Healthy eating is crucial to a diabetic’s diet. There’s plenty of good food available. In reality, though, many diabetics don’t eat what they should because they can’t.
Patients like 64-year-old Ed Rabideau have shifting dentures. In the past, dentists haven’t offered implant as anchors since diabetics don’t heal as well as other patients.
“You eat. It floats around,” he explained. “You get food under it. It’s very painful at times. I use a lot of Anbesol for pain and stuff like that.”
The U.T. Health Science Center Dental School is conducting a federally-funded study, trying to see if fixing poorly-fitting dentures will help diabetics manage their disease better.
Patients have two implants placed where their lower canines used to be. They act like an anchor for the replacement teeth.
“Once we place the locators inside their denture and snap them into place, the transformation is amazing,” said Dr. Peggy Alexander, a UTHSC dental researcher. “There’s a relaxation that we see that is just phenomenal.”
Dentists are also looking at gum disease. This nasty, low-grade infection can lead to bone loss and ultimately tooth loss. It’s exponentially worse in diabetics. Treating it aggressively could help people control their blood sugars better.
“Yes, we’re helping their gum disease,” said UTHSC dental researcher Dr. Thomas Oates. “But also by treating their gum disease, it has the potential to make their diabetes better as well.”
The idea is simple. If diabetics have healthy gums or dentures that fit correctly, they should be able to eat a healthier diet, improving their blood sugar control.
As strange as it sounds, improved chewing can mean a better quality of life.
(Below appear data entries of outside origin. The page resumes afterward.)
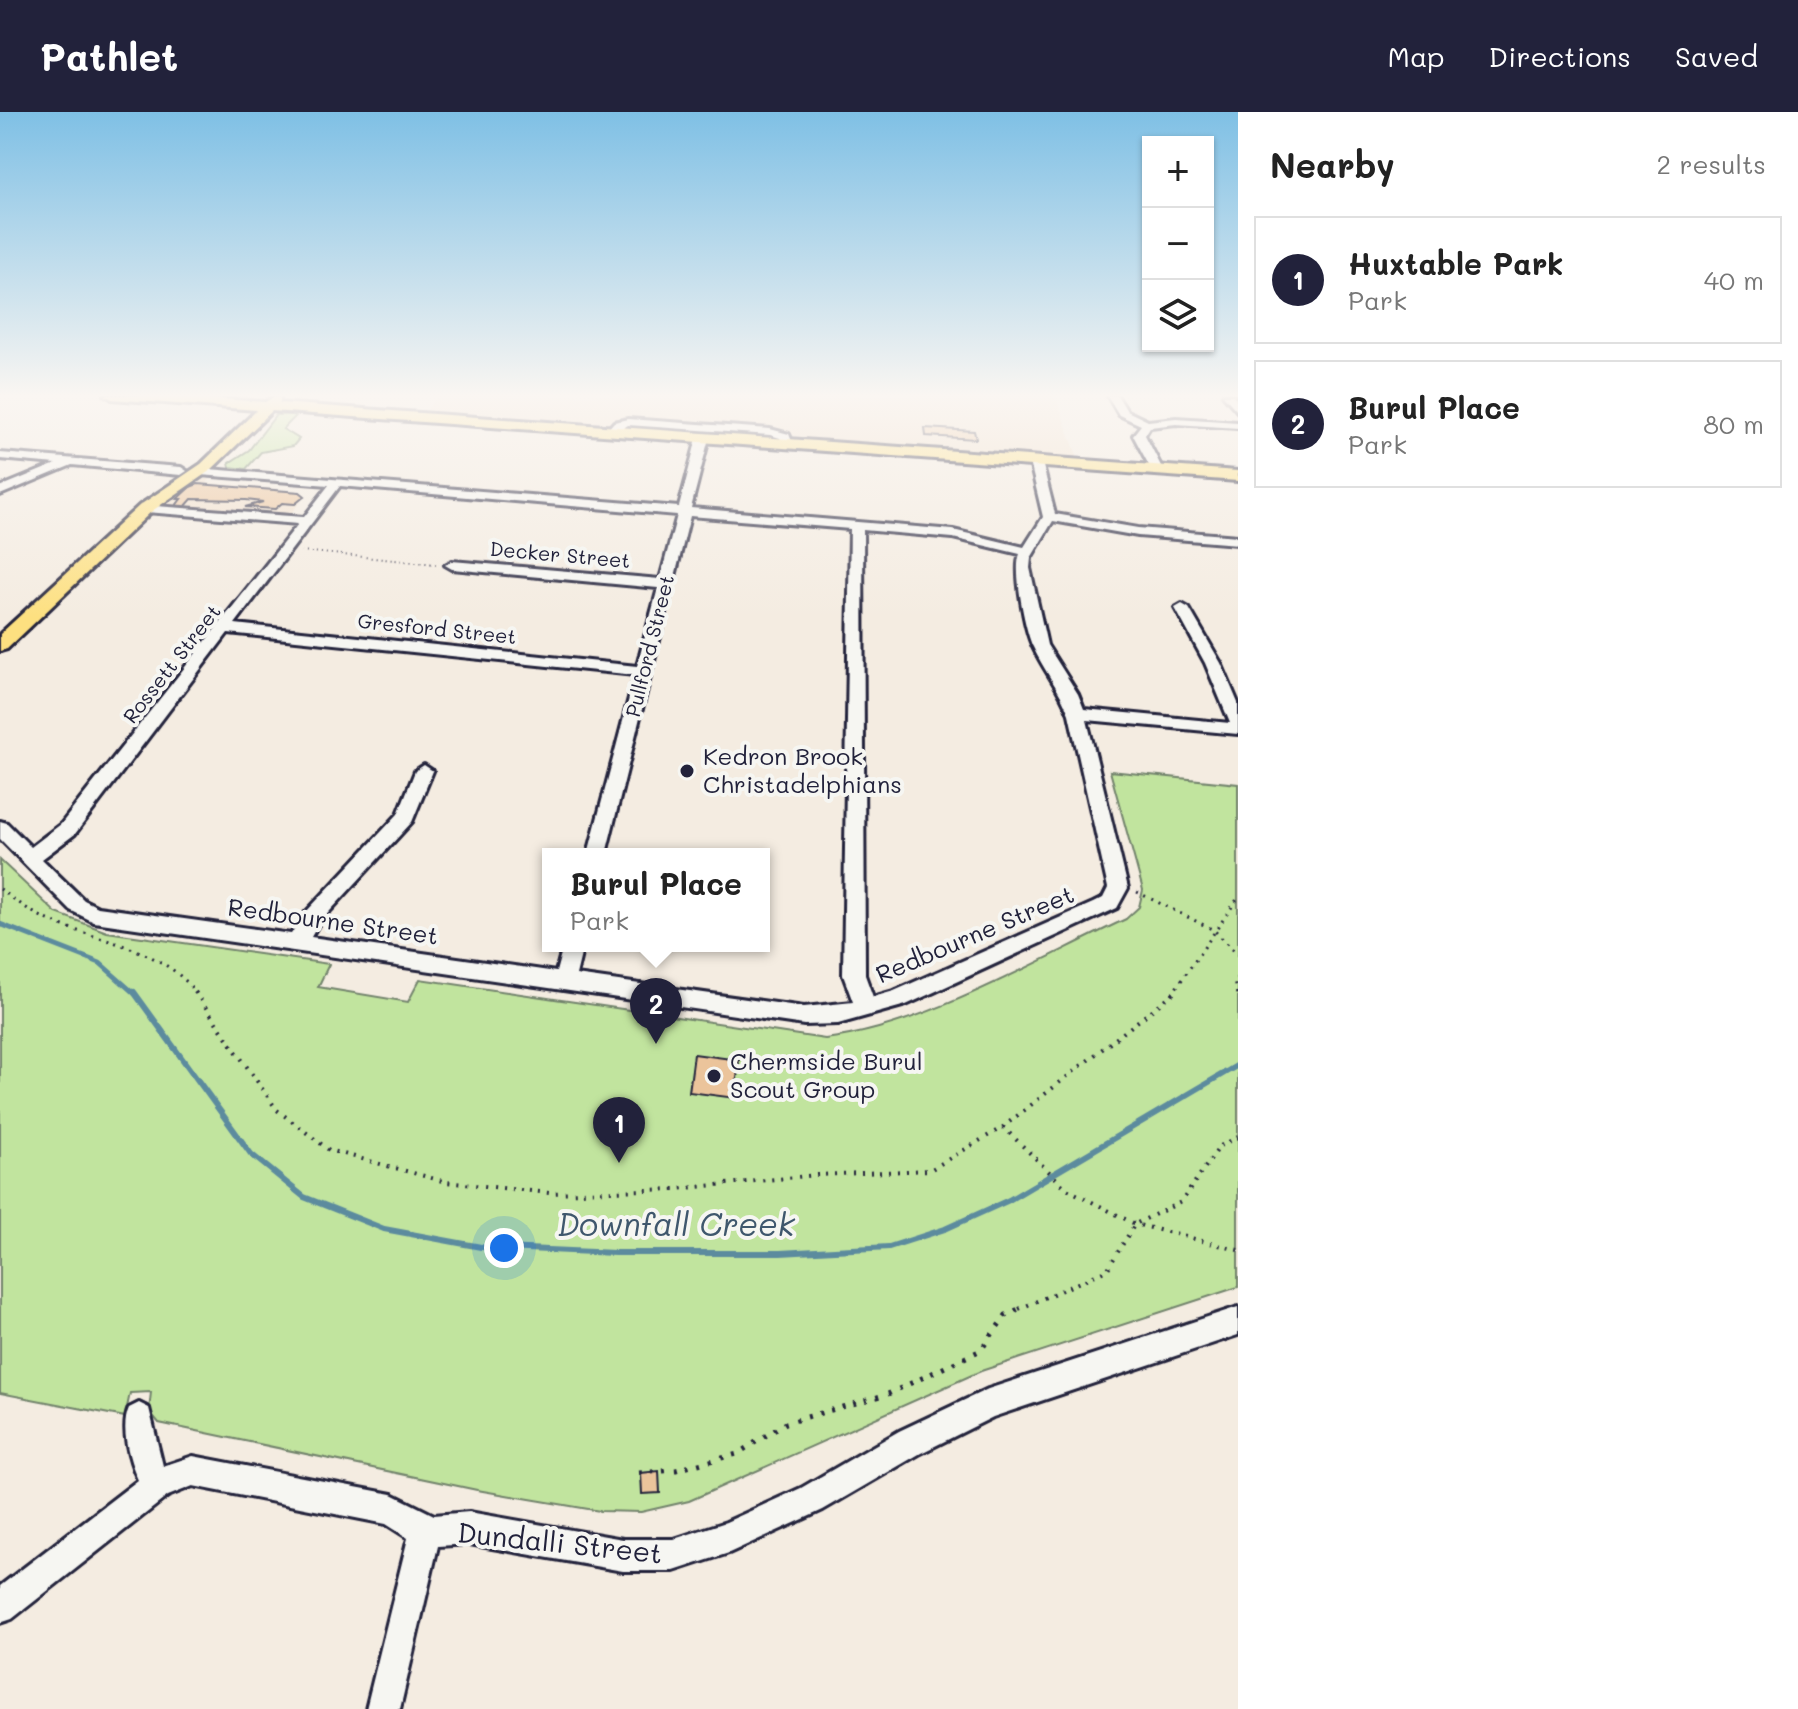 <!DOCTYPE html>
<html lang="en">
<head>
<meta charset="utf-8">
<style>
  body { margin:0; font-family:Mali,sans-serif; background:#f6f6f6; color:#222 }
  .controls { position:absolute; right:24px; top:24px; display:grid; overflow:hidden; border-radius:0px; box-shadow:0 2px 6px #0004 }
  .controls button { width:72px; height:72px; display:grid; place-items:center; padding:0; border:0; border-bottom:2px solid #e0e0e0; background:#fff; color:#222; font:40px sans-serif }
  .you { position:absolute; left:504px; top:1136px; width:28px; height:28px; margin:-20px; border:6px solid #fff; border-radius:50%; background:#1a73e8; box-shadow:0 0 0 12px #1a73e833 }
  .badge { display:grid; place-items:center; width:52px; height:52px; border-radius:50%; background:#22223b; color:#fff; font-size:26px; font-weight:700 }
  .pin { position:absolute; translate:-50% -66px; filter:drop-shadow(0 2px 4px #0008) }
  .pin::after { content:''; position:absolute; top:42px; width:28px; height:24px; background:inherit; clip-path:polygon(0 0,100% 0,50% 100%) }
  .popup { position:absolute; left:542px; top:736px; width:228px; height:104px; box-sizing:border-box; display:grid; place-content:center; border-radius:0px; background:#fff; filter:drop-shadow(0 2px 6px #0005); font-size:26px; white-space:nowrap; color:#767676 }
  .popup b { font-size:30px; color:#222 }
  .popup::after { content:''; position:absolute; left:50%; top:100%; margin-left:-16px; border:16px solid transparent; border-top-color:#fff }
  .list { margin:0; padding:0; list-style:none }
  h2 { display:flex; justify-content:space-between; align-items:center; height:104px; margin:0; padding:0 32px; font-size:34px }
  h2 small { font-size:26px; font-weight:400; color:#767676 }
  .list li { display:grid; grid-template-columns:52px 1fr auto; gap:24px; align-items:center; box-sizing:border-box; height:128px; margin:0 16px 16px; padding:0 16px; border:2px solid #e0e0e0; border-radius:0px }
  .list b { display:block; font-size:30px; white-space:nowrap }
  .list p { margin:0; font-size:26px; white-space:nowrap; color:#767676 }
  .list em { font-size:26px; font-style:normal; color:#767676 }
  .icon { flex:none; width:44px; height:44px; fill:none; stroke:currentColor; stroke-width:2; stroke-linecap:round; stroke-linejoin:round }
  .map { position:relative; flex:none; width:1238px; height:1597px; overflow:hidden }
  header { display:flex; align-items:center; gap:48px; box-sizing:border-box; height:112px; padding:0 40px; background:#22223b; color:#fff }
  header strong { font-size:38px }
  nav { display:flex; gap:44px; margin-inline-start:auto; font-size:28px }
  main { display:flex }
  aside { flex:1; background:#fff }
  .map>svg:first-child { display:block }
  .built { fill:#f1e0cc }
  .green { fill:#c1e49e; stroke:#72836c; stroke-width:2 }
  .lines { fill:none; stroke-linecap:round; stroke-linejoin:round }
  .stream-far1 { stroke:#5c8b9e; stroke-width:5 }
  .stream { stroke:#5c8b9e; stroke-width:6 }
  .building { fill:#ebc49b; stroke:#22223b; stroke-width:2 }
  .minor-casing { stroke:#22223b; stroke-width:6 }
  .major-casing { stroke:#22223b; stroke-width:6 }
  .path-far3 { stroke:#22223b; stroke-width:2; stroke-dasharray:1 4; stroke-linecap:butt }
  .path-far2 { stroke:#22223b; stroke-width:3; stroke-dasharray:2 6; stroke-linecap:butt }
  .path-far1 { stroke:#22223b; stroke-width:4; stroke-dasharray:2 7; stroke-linecap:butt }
  .path { stroke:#22223b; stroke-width:5; stroke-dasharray:3 9; stroke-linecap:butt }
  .minor { fill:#f6f6f2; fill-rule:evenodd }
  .major { fill:#fde080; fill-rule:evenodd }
  .poi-dot { fill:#22223b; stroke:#f6f6f2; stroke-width:3 }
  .labels { text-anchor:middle; stroke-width:8; stroke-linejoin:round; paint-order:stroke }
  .far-street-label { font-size:20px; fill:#22223b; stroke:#f6f6f2 }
  .poi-label { font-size:24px; fill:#22223b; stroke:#f6f6f2; text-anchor:start }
  .street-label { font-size:24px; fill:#22223b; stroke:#f6f6f2 }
  .near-street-label { font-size:28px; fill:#22223b; stroke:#f6f6f2 }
  .near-water-label { font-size:32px; font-style:italic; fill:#3f576d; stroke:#f6f6f2 }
</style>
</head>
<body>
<header>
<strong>Pathlet</strong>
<nav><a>Map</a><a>Directions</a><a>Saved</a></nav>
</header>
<main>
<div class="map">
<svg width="1238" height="1597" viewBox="0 0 1238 1597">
  <rect width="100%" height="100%" fill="#f4ece1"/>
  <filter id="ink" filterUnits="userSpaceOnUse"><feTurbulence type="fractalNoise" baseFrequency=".0125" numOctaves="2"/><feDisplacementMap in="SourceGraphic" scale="16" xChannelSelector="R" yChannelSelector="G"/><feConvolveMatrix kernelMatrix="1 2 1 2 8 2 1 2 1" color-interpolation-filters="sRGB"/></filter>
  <g filter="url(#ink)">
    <!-- built -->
    <path class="built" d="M 438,283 L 1055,283 L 1078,346 L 426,299 Z
      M 203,367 L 210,367 L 207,371 L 299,379 L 306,383 L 287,406 L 165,394 L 164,391 L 191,370 Z"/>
    <!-- green -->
    <path class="green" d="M 276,303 L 297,303 L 283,317 L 299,327 L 293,334 L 261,340 L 246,357 L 230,355 L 229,351 L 249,338 Z
      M 1110,659 L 1238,672 L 1238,1175 L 981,1259 L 689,1389 L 641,1400 L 600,1399 L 477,1378 L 159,1311 L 149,1299 L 151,1280 L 130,1281 L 125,1305 L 0,1281 L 0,748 L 56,801 L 107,820 L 329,852 L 318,875 L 408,890 L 420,867 L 825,927 C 924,915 1034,850 1126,807 L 1139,795 L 1143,778 Z"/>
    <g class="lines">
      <!-- stream-far1 -->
      <path class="stream-far1" d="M 0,812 L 100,851 L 135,882"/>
      <!-- stream -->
      <path class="stream" d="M 134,880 L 251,1042 L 304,1085 L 384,1117 L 481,1135 L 615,1141 L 780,1141 L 889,1135 L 945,1117 L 1009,1088 L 1238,953"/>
    </g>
    <!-- building -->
    <path class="building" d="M 925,316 L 974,319 L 976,327 L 926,324 Z
      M 198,372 L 300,380 L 305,384 L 295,392 L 282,391 L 275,397 L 245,395 L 263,390 L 246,388 L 192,387 L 185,395 L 175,395 L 181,387 L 177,387 L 190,375 Z
      M 694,942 L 739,948 L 735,986 L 689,980 Z
      M 659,1359 L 660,1381 L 642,1382 L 641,1361 Z"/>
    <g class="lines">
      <!-- minor casing -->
      <g class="minor-casing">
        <path id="minor" d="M 1107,283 L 1117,283 L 1127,299 L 1148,309 L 1176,306 L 1238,310 L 1238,316 L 1176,312 L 1150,315 L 1145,323 L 1163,358 L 1153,361 L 1133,323 L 1141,313 L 1119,303 Z
          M 1223,283 L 1233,283 L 1238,289 L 1238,300 Z
          M 628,307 L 770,317 L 789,322 L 793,332 L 783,334 L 780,326 L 770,323 L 628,313 L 616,321 L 606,319 L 614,310 Z
          M 703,323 L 709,326 L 691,396 L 953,418 L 1024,435 L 1043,405 L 1030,350 L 1036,346 L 1042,350 L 1055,402 L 1138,416 L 1238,424 L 1238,432 L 1138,424 L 1053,409 L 1031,446 L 1030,456 L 1047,533 L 1078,582 L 1084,597 L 1230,611 L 1205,551 L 1175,496 L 1182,492 L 1189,496 L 1221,551 L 1238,591 L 1238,622 L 1087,608 L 1128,776 L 1117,796 L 906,893 L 838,912 L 804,913 L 94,810 L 70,798 L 0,727 L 0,709 L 7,711 L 31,735 L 61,712 L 298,412 L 146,400 L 142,399 L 142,393 L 304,405 L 329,373 L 200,363 L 196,362 L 196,356 L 679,395 L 697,326 ZM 340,374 L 677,403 L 660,467 L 452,449 L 445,453 L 452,457 L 658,476 L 637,554 L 235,512 ZM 690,404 L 850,417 L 843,863 L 853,890 L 804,895 L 576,863 L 583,834 L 563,834 L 556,860 L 311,825 L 319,811 L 412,710 L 433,659 L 424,653 L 415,659 L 398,702 L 305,801 L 291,822 L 98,795 L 84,788 L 42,747 L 75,722 L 228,521 L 635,563 L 588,742 L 606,742 ZM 863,418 L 953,426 L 1020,442 C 1013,457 1025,519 1033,535 C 1044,559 1060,577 1069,602 L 1108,776 L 1103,786 L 1093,791 L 894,879 L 873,885 L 865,863 Z
          M 0,341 L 181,355 L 187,359 L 181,363 L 72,353 L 0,383 L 0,375 L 56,352 L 0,347 Z
          M 1238,1195 L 1238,1223 L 993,1305 L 921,1341 L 823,1398 L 729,1441 L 674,1459 L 623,1459 L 469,1432 L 438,1434 L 400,1597 L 366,1597 L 408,1426 L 386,1412 L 193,1374 L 168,1384 L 12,1507 L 0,1511 L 0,1474 L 138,1368 C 129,1348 120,1316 129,1296 L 139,1291 L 149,1296 L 163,1354 L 193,1344 L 392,1382 L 434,1403 L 469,1400 L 623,1427 L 674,1427 L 726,1410 L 801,1376 L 899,1319 L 988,1277 Z"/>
      </g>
      <!-- major casing -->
      <g class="major-casing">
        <path id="major" d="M 105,283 L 165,283 L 265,290 L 275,284 L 280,285 L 280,291 L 1238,359 L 1238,369 L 272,299 L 211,358 L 152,399 L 7,537 L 0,539 L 0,522 L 140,393 L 201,352 L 257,298 L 112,287 Z"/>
      </g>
      <!-- path-far3 -->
      <path class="path-far3" d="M 301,439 L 436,452"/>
      <!-- path-far2 -->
      <path class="path-far2" d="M 0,777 C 13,786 27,798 42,805 C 94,830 160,832 197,882
        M 1137,780 L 1214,818 L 1238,843
        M 1172,882 L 1238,786
        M 1237,882 L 1234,870 L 1238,866"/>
      <!-- path-far1 -->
      <path class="path-far1" d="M 195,880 L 277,998 L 329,1038 L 446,1070 L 549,1081 L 676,1077 L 817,1063 L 930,1058 L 1003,1015 L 1175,880
        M 1237,880 L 1238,884
        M 1003,1015 L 1067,1077 L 1135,1112 L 1238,1138
        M 1019,1197 L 1107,1158 L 1135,1112 L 1181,1090 L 1220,1034 L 1238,1025"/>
      <!-- path -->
      <path class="path" d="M 639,1361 L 676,1358 L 737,1342 L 786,1311 L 888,1282 L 981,1238 L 1006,1203 L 1023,1195"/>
      <!-- minor -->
      <use href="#minor" class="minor"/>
      <!-- major -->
      <use href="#major" class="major"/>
    </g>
  </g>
  <!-- sky -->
  <linearGradient id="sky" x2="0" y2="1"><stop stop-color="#7fc0e5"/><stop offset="0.56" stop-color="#faf6f2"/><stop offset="1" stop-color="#faf6f2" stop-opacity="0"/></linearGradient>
  <rect width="1238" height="506" fill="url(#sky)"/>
  <!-- markers -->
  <g class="poi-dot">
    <circle cx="687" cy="659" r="8"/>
    <circle cx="714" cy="964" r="8"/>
  </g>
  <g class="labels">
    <!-- far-street labels -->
    <g class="far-street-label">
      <text transform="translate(560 443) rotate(5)" y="7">Decker Street</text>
      <text transform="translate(437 517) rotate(6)" y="7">Gresford Street</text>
      <text transform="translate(650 534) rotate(-76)" y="7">Pullford Street</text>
      <text transform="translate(172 552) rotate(-52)" y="7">Rossett Street</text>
    </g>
    <!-- poi labels -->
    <g class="poi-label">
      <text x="703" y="653">Kedron Brook<tspan x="703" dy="28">Christadelphians</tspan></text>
      <text x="730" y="958">Chermside Burul<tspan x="730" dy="28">Scout Group</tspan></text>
    </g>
    <!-- street labels -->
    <g class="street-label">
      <text transform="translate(333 810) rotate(8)" y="8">Redbourne Street</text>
      <text transform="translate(975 823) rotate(-23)" y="8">Redbourne Street</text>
    </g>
    <!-- near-street labels -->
    <g class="near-street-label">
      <text transform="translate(560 1431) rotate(6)" y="10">Dundalli Street</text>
    </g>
    <!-- near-water labels -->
    <g class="near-water-label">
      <text x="676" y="1124">Downfall Creek</text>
    </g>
  </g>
</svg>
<div class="controls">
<button>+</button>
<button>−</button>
<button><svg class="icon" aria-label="layers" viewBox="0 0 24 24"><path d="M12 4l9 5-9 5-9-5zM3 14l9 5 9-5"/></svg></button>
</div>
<div class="you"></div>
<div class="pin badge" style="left:619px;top:1051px">1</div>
<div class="pin badge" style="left:656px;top:932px">2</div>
<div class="popup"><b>Burul Place</b>Park</div>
</div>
<aside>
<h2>Nearby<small>2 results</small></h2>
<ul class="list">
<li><span class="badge">1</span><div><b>Huxtable Park</b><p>Park</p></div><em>40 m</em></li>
<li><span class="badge">2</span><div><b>Burul Place</b><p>Park</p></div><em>80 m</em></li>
</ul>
</aside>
</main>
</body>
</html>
“It’s life changing,” Alexander observed. “These people will tell you they’re eating foods they haven’t eaten in years.”
Rabideau said he used to have problems simply biting through a sandwich. Since he got the implant anchors, he said it’s made a big difference. “If I’d have known it was going to be such a change, I would have done this a long time ago,” he said.
The studies are funded by the National Institutes of Health (NIH) through the National institute of Dental and Craniofacial Research (NIDCR). The studies are ongoing. The dental school still needs dozens of diabetics to volunteer. It’s a great way to get low cost dental therapy.